--- START ---

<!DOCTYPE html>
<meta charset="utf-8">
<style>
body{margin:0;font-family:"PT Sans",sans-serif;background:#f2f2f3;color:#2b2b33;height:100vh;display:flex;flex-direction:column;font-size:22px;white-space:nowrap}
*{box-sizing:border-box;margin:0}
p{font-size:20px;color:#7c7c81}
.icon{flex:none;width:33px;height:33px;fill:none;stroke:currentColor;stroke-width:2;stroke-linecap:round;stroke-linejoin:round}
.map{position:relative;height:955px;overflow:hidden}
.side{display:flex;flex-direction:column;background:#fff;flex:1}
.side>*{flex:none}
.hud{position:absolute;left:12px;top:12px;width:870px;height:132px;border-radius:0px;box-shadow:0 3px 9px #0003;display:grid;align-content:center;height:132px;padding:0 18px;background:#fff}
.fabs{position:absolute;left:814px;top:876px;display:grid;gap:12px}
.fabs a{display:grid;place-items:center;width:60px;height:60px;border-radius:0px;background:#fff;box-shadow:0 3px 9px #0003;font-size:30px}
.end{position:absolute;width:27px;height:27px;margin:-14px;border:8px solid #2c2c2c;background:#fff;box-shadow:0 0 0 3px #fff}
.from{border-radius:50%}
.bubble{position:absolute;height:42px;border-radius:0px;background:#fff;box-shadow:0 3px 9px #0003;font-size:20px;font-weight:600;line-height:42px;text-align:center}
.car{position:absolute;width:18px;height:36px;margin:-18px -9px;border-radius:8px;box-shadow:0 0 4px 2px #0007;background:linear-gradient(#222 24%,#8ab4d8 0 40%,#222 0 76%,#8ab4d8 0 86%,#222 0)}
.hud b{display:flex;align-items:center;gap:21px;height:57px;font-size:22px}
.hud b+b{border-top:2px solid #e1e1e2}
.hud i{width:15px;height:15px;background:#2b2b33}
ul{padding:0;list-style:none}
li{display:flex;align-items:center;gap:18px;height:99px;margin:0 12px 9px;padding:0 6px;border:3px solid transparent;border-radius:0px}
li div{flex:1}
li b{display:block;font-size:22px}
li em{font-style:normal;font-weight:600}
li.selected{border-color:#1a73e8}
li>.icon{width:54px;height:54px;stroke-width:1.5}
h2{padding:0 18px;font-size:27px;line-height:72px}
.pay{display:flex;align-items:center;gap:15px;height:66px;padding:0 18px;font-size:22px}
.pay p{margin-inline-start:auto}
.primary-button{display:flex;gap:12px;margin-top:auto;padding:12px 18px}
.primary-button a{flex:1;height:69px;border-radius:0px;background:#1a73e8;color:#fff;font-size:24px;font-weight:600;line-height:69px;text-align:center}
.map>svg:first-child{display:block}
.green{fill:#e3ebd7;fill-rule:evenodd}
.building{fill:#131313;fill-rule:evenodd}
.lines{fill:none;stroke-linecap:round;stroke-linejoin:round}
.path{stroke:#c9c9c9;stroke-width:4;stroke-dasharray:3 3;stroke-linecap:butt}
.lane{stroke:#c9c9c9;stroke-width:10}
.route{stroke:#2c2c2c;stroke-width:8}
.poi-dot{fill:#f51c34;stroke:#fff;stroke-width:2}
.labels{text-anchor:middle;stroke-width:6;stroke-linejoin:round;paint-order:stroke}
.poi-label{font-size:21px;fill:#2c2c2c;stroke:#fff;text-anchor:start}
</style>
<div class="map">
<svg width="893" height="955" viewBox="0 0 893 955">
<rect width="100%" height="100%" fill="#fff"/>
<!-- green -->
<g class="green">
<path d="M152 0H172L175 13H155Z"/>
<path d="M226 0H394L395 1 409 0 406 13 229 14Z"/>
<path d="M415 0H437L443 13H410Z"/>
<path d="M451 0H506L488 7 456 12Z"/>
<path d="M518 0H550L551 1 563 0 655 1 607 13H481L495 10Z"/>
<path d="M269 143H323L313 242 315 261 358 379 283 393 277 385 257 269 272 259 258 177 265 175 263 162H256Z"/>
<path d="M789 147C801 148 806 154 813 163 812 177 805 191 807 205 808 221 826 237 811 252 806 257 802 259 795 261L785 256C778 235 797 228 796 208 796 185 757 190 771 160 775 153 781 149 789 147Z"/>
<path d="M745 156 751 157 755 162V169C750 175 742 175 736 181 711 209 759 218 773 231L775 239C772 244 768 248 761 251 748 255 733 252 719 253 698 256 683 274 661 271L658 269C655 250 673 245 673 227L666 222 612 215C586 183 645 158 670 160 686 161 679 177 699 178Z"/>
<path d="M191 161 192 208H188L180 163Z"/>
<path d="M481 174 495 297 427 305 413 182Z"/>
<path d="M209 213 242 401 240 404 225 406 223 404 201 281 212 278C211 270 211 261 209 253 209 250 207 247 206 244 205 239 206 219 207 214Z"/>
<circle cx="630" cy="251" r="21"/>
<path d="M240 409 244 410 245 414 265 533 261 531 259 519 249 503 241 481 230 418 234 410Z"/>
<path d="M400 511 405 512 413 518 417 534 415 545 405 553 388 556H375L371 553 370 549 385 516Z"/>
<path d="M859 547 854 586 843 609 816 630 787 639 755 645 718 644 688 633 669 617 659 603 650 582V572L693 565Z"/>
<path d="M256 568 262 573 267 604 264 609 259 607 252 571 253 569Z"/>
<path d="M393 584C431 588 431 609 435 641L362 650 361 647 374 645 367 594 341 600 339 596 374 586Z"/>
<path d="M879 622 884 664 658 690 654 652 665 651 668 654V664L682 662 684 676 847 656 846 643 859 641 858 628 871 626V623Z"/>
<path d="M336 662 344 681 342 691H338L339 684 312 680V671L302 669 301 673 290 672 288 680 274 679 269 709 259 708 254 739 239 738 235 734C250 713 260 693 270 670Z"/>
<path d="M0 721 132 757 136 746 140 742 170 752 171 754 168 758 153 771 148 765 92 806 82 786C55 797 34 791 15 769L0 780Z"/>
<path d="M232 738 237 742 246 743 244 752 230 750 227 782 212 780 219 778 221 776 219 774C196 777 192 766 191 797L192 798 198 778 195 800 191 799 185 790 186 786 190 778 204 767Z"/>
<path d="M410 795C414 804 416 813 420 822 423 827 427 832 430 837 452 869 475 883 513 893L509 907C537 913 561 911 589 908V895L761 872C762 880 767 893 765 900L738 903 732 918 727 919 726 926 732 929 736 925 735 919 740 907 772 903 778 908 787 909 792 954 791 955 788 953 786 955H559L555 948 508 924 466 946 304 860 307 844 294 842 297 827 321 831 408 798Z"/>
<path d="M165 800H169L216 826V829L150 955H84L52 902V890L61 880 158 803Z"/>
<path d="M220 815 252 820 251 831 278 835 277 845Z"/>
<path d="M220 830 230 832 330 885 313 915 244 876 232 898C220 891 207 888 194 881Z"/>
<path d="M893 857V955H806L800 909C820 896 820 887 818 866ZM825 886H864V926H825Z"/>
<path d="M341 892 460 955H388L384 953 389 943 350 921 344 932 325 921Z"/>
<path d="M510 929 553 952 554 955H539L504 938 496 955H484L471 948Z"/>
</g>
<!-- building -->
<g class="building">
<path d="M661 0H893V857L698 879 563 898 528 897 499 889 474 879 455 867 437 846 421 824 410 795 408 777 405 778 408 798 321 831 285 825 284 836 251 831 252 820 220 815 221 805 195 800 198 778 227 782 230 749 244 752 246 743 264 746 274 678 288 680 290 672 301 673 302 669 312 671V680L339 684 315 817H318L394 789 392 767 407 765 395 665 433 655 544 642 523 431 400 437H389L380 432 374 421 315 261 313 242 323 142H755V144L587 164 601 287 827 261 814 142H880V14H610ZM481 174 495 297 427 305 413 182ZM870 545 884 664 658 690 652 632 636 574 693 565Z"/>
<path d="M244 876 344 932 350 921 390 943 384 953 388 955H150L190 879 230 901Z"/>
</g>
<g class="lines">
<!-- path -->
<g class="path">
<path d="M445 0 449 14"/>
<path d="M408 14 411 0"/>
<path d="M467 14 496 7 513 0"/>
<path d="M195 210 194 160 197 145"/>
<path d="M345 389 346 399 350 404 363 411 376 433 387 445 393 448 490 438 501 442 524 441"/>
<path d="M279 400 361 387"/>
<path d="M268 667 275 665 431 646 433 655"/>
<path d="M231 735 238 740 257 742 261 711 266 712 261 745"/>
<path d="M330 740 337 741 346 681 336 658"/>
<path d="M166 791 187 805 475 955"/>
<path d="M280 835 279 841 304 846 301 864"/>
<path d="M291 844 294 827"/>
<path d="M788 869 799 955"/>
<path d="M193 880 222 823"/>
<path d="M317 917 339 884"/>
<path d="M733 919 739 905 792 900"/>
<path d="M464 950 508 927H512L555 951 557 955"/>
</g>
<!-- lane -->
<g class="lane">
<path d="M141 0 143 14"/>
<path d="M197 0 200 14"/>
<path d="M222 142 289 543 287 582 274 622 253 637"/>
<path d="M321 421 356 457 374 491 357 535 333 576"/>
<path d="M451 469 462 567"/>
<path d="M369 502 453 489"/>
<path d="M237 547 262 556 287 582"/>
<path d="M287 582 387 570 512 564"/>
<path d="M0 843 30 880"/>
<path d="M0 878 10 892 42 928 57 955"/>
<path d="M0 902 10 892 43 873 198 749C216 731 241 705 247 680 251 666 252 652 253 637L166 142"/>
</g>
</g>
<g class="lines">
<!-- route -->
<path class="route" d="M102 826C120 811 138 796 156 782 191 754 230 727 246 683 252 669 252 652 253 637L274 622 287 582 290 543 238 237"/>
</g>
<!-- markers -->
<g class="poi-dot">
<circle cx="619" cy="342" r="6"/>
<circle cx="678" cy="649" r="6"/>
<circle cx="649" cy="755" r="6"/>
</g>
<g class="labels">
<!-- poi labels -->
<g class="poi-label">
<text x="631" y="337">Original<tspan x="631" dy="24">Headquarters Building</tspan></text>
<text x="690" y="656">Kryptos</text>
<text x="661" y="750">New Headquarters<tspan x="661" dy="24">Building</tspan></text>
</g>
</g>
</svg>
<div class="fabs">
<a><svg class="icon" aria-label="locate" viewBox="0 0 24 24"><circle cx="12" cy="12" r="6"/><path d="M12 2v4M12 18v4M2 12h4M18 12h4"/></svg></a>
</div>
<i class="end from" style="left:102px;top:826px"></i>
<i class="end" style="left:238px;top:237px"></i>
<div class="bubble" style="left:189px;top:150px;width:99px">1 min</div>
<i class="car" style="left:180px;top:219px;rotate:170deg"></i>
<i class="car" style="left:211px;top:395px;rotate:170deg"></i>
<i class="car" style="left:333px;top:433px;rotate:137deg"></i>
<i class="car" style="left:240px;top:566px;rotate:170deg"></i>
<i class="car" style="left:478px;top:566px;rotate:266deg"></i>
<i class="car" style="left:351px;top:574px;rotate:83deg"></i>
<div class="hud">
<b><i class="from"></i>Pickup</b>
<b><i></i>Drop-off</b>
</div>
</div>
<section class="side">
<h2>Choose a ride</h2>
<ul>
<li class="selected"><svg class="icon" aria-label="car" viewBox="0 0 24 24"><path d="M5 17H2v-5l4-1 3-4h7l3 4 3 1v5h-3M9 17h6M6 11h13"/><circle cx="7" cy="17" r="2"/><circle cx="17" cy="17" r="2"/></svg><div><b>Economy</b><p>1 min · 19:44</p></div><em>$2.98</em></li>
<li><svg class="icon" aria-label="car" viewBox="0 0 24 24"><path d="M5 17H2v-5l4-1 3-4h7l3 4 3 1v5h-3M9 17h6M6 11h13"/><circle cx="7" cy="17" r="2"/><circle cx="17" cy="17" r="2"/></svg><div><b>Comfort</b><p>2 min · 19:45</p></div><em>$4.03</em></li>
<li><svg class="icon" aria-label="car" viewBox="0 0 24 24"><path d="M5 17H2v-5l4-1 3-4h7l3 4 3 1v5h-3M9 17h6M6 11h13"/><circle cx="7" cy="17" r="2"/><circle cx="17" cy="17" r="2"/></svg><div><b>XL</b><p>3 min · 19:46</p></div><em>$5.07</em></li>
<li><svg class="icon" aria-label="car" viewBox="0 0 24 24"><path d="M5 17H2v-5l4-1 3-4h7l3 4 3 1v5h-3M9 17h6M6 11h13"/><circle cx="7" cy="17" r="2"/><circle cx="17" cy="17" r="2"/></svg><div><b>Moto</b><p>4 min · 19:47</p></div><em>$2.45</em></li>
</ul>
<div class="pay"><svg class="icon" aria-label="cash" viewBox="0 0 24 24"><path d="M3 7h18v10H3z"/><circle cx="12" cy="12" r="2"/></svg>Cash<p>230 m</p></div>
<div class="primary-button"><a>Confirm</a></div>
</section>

--- END ---

**Problem details**
Lines above containing "weight": give their number only.

**Solution for this task**
3